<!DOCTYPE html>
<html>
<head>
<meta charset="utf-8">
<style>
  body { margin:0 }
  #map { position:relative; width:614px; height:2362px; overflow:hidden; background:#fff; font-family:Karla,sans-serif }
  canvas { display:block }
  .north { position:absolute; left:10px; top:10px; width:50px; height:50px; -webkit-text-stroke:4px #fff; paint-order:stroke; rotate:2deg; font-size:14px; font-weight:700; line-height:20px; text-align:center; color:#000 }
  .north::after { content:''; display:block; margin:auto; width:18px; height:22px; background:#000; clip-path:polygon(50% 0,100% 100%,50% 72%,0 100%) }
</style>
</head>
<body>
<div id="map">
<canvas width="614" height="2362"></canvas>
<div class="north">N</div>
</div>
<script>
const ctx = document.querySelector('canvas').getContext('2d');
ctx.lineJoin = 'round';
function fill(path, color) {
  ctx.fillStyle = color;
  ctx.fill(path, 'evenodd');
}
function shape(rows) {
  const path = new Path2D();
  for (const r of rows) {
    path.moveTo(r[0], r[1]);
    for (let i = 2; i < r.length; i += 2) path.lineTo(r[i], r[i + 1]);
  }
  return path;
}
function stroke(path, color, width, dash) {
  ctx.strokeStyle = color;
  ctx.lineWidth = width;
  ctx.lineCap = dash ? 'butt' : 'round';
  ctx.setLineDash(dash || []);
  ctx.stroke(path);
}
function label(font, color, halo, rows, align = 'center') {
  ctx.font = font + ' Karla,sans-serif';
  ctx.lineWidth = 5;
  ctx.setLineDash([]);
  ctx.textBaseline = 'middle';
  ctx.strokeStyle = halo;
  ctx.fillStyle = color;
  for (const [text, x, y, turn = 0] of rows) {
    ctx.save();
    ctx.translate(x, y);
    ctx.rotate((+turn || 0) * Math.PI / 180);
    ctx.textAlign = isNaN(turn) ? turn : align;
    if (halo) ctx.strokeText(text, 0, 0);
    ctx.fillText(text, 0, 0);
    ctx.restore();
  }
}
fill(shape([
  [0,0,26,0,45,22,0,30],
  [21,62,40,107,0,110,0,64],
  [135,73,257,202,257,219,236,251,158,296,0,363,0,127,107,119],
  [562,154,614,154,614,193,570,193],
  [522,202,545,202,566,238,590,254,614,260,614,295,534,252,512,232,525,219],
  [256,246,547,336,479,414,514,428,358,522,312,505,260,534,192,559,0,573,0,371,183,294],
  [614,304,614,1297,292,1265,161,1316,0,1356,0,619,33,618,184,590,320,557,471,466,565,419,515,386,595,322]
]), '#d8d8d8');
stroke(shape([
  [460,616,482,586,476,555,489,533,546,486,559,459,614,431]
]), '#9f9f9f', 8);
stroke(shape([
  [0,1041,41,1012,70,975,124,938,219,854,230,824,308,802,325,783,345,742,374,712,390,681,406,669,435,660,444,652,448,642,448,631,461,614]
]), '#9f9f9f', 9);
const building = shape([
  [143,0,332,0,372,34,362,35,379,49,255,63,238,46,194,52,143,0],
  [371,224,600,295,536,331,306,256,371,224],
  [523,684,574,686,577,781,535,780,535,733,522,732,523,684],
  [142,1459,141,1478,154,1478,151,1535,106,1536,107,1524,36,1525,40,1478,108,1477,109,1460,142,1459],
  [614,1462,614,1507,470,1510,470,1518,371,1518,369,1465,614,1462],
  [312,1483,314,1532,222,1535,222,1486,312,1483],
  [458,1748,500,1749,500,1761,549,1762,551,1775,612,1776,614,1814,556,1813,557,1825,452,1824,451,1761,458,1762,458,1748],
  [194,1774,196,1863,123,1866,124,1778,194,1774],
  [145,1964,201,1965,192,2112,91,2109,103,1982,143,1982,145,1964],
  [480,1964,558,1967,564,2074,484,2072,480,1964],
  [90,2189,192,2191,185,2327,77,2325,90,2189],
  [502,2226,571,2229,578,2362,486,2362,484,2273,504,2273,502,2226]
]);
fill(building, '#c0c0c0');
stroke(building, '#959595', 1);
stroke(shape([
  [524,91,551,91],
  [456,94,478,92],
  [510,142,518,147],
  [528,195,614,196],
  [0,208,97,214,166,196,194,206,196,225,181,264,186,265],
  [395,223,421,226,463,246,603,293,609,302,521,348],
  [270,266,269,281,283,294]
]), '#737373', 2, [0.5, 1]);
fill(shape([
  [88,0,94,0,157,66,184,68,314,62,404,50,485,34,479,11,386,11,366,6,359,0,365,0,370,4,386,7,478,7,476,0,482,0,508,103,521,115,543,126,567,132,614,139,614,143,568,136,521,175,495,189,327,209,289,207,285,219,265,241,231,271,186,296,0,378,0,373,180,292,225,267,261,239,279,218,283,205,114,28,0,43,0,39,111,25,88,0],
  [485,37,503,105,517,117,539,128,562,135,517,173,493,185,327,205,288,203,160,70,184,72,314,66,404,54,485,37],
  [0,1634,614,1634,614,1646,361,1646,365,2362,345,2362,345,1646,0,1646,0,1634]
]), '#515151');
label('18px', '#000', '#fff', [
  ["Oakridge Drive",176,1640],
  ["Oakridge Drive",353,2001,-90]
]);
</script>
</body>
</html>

##############################

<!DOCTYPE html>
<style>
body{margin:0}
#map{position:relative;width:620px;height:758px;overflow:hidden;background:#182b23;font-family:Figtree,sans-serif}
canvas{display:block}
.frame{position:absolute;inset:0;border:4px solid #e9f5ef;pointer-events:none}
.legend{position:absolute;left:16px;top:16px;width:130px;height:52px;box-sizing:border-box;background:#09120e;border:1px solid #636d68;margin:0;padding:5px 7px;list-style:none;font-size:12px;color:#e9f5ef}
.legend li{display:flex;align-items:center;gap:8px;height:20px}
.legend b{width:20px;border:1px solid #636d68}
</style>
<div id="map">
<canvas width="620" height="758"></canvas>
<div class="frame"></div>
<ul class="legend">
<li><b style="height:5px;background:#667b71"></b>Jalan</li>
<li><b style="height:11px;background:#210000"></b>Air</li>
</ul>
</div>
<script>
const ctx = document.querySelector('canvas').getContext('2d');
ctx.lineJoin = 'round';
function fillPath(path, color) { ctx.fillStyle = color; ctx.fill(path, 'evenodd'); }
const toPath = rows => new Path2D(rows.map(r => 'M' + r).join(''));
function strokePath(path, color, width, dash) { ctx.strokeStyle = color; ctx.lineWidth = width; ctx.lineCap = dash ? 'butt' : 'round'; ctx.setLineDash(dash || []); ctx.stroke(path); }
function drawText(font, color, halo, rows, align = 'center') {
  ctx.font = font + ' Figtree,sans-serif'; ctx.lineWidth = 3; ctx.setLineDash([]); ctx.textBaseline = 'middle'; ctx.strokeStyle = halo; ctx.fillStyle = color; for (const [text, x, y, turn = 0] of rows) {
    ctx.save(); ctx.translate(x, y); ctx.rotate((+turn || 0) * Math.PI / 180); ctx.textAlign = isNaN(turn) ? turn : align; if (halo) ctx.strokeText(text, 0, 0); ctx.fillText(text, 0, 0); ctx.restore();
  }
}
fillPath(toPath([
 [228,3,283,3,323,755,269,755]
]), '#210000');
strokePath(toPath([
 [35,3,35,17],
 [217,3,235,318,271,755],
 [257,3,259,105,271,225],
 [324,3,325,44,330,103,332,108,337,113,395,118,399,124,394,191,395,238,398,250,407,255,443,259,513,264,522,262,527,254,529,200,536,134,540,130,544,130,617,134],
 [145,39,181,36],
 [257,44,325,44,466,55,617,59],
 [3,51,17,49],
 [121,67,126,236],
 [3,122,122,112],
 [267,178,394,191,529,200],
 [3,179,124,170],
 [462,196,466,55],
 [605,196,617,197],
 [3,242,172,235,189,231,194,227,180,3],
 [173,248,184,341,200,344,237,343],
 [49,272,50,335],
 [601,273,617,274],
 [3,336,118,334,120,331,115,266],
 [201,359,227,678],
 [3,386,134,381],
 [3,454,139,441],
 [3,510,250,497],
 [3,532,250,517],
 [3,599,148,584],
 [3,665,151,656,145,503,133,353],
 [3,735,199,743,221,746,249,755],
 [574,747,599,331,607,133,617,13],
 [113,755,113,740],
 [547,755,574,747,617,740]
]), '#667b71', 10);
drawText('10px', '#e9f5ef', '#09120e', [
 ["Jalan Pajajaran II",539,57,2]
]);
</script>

##############################

▸ **Task goal**:
The answer should consist of all lines from the records above that hold the word "translate".

▸ **The answer**:
    ctx.translate(x, y);
    ctx.save(); ctx.translate(x, y); ctx.rotate((+turn || 0) * Math.PI / 180); ctx.textAlign = isNaN(turn) ? turn : align; if (halo) ctx.strokeText(text, 0, 0); ctx.fillText(text, 0, 0); ctx.restore();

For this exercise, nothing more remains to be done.